## Problem description:
One line at a time, check the entries below for the word "JSON", and copy each line that has it.

## Entries provided:
------------------------------

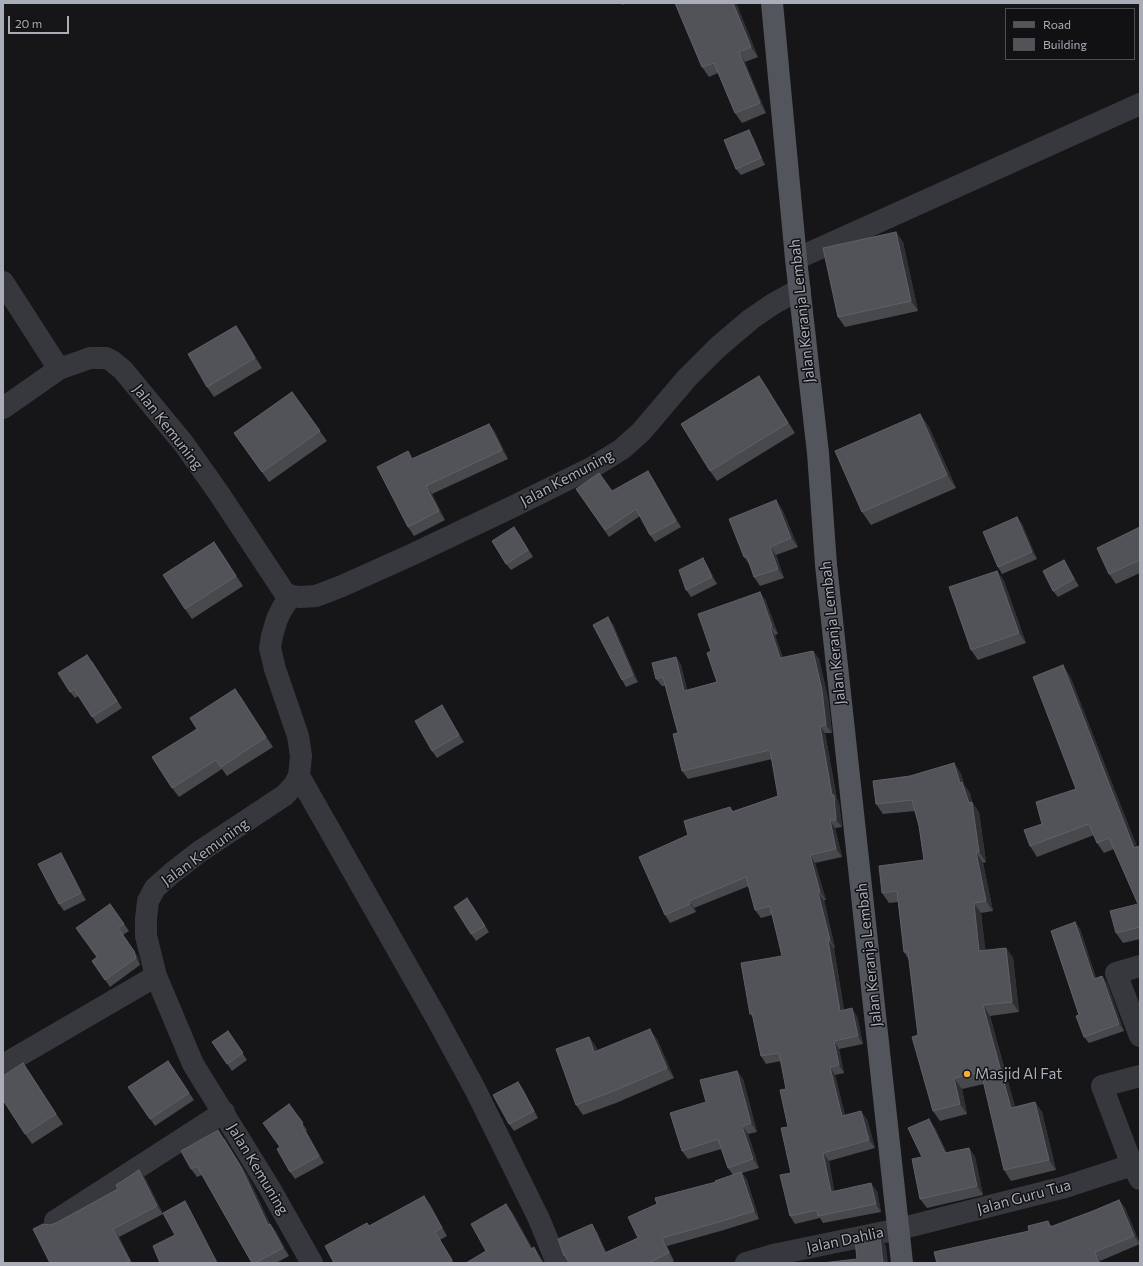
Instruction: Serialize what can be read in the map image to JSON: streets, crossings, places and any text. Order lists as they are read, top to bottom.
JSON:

------------------------------

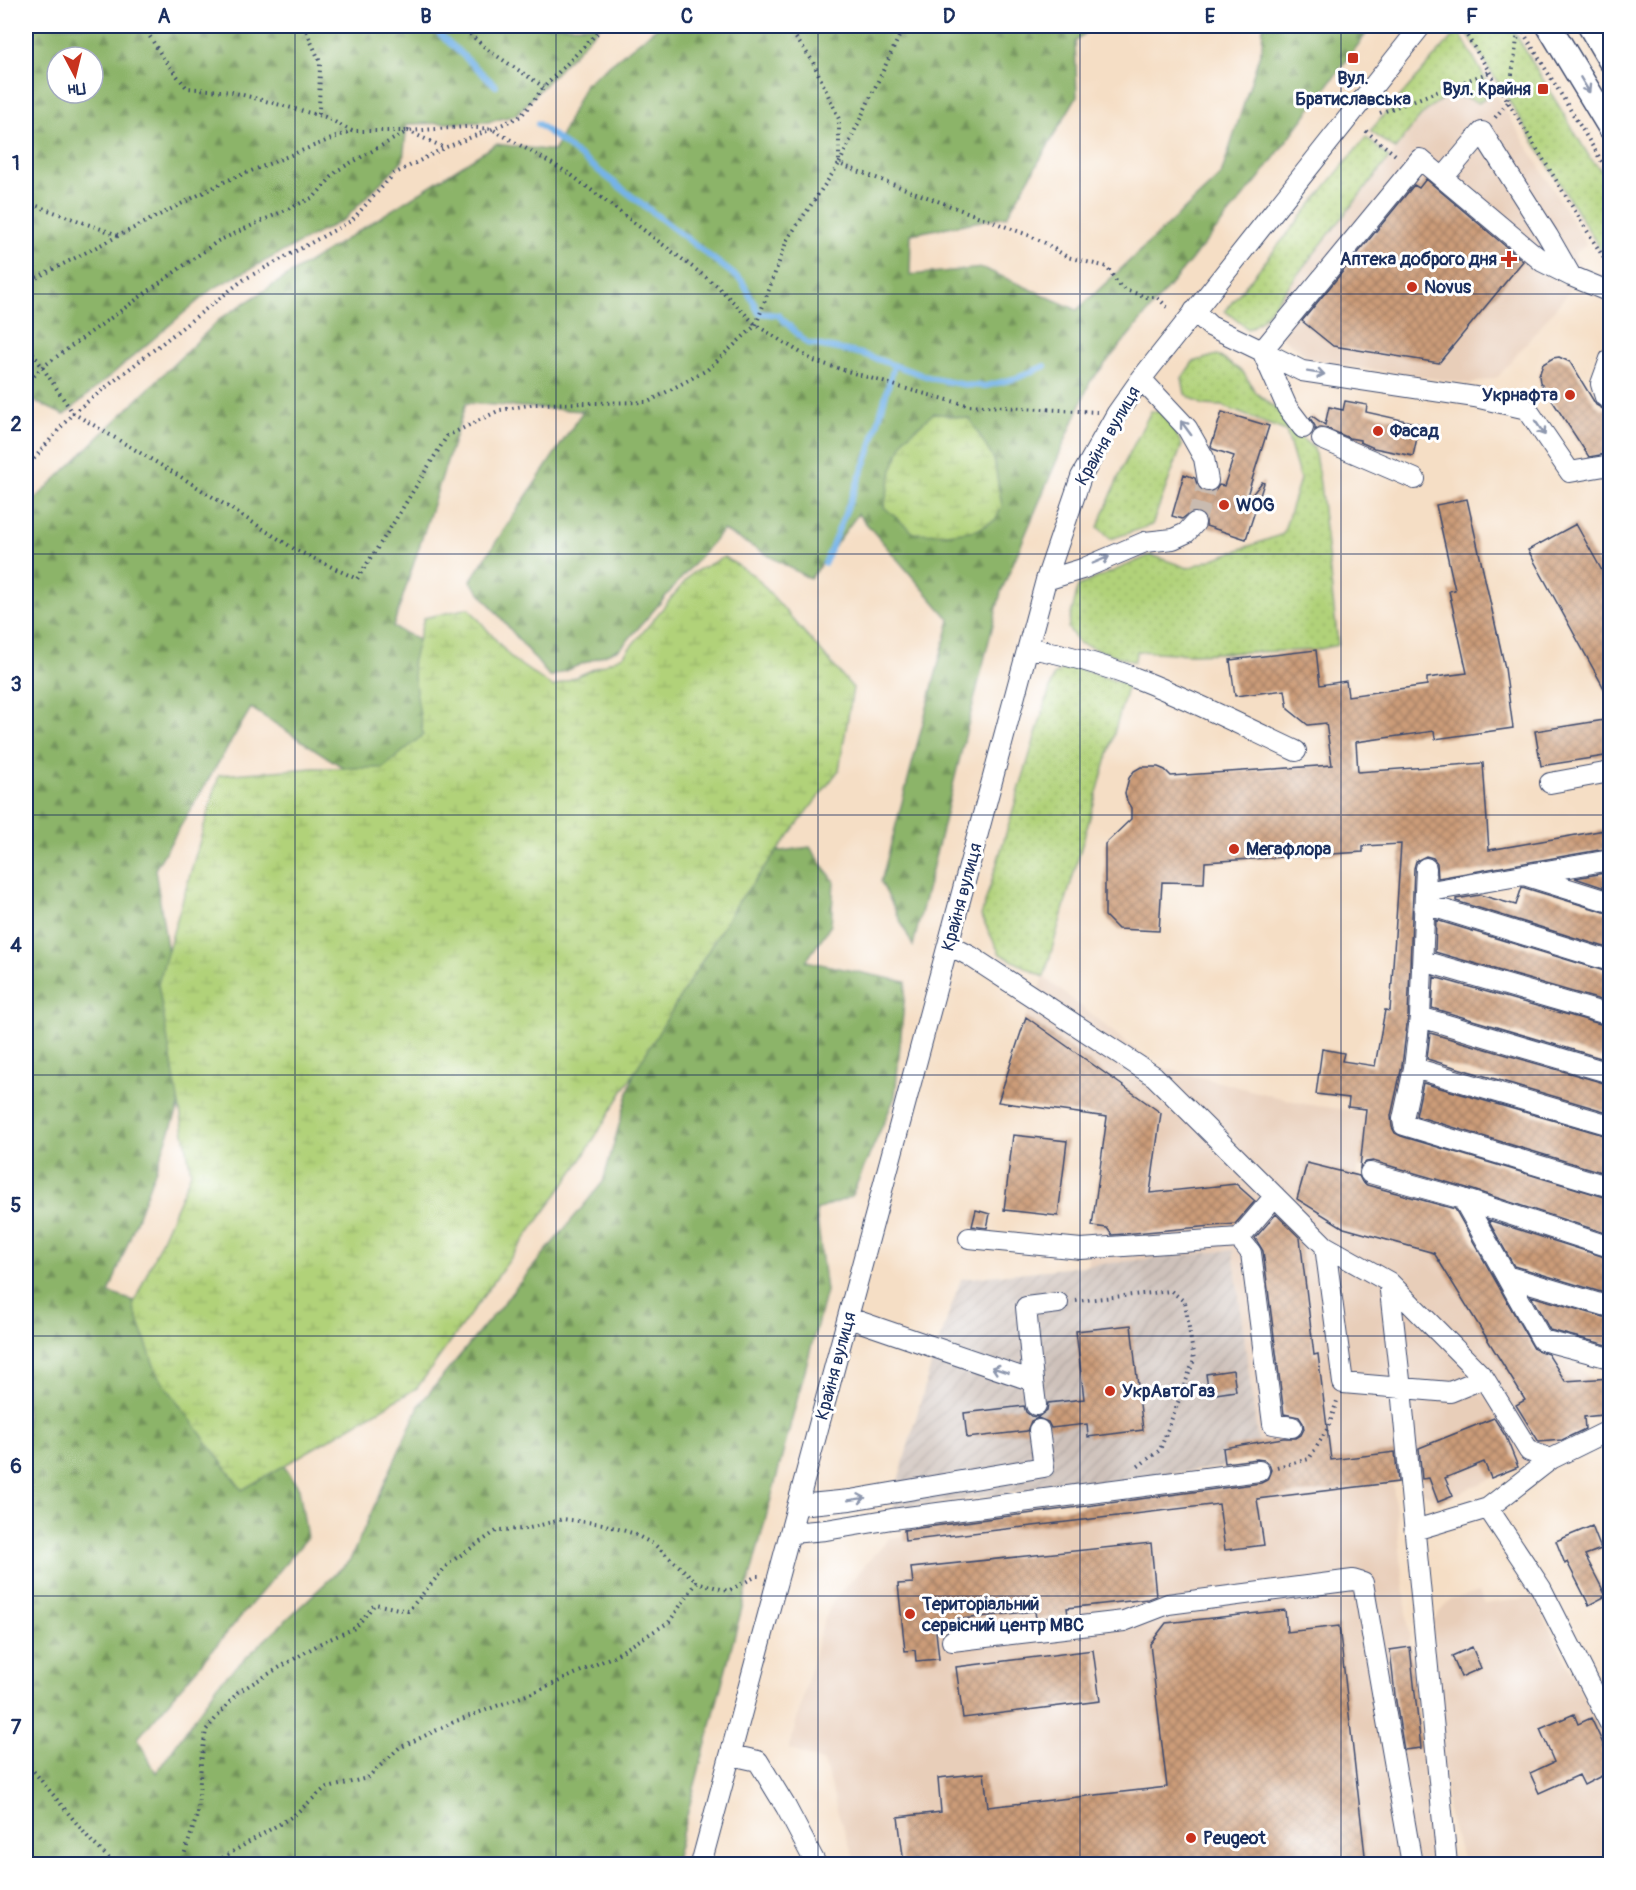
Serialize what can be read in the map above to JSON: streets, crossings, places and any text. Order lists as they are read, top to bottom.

------------------------------

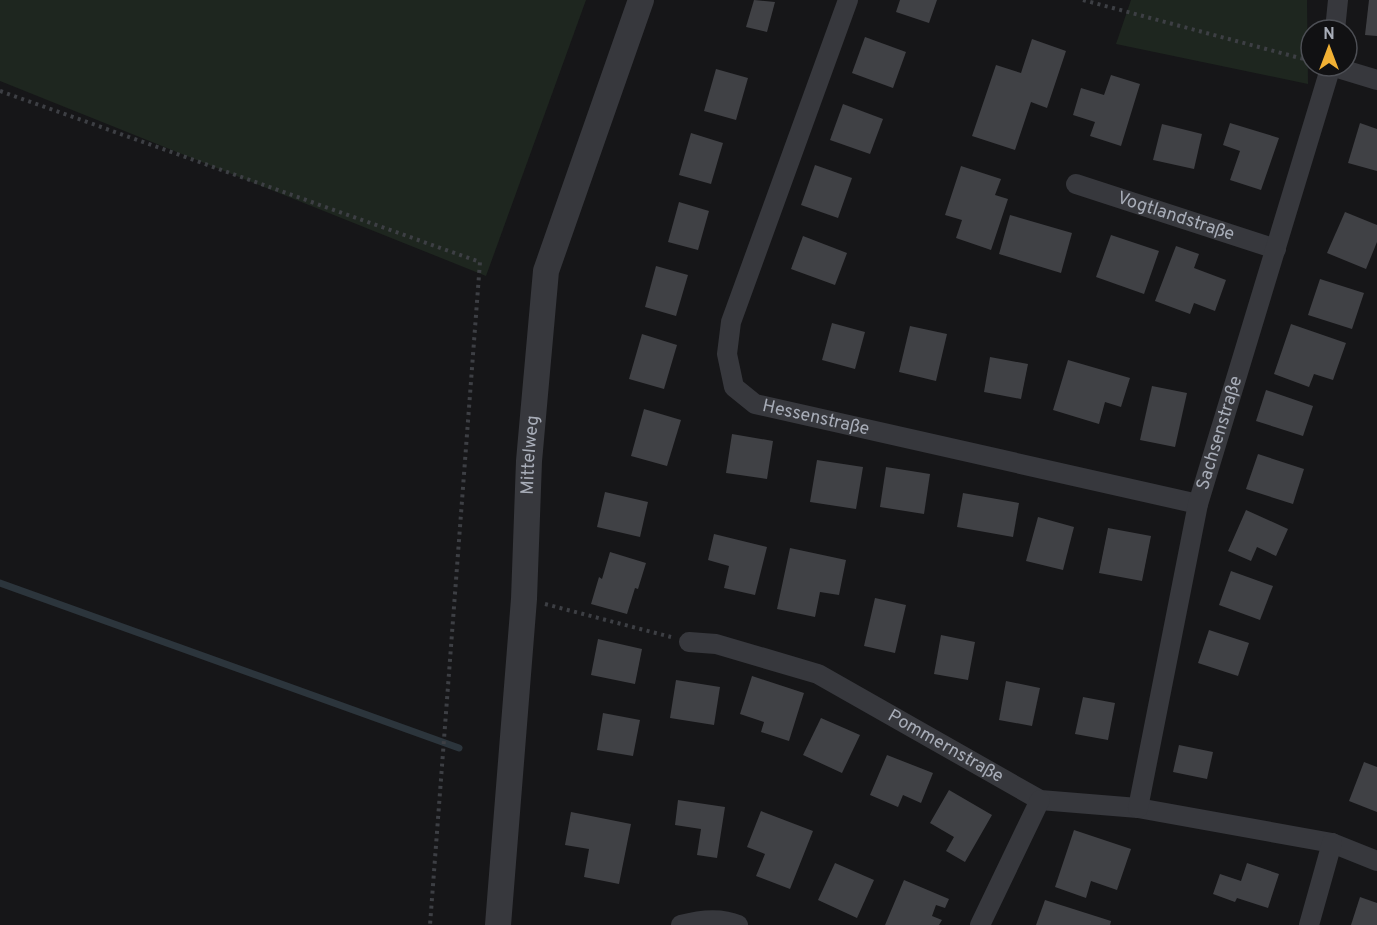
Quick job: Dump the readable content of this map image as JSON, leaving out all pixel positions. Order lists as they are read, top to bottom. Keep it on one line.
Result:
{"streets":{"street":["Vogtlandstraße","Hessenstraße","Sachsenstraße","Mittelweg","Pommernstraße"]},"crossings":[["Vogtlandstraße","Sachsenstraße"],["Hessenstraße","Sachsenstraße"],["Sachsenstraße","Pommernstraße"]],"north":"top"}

------------------------------

## Result of the task:
Instruction: Serialize what can be read in the map image to JSON: streets, crossings, places and any text. Order lists as they are read, top to bottom.
JSON:
Serialize what can be read in the map above to JSON: streets, crossings, places and any text. Order lists as they are read, top to bottom.
Quick job: Dump the readable content of this map image as JSON, leaving out all pixel positions. Order lists as they are read, top to bottom. Keep it on one line.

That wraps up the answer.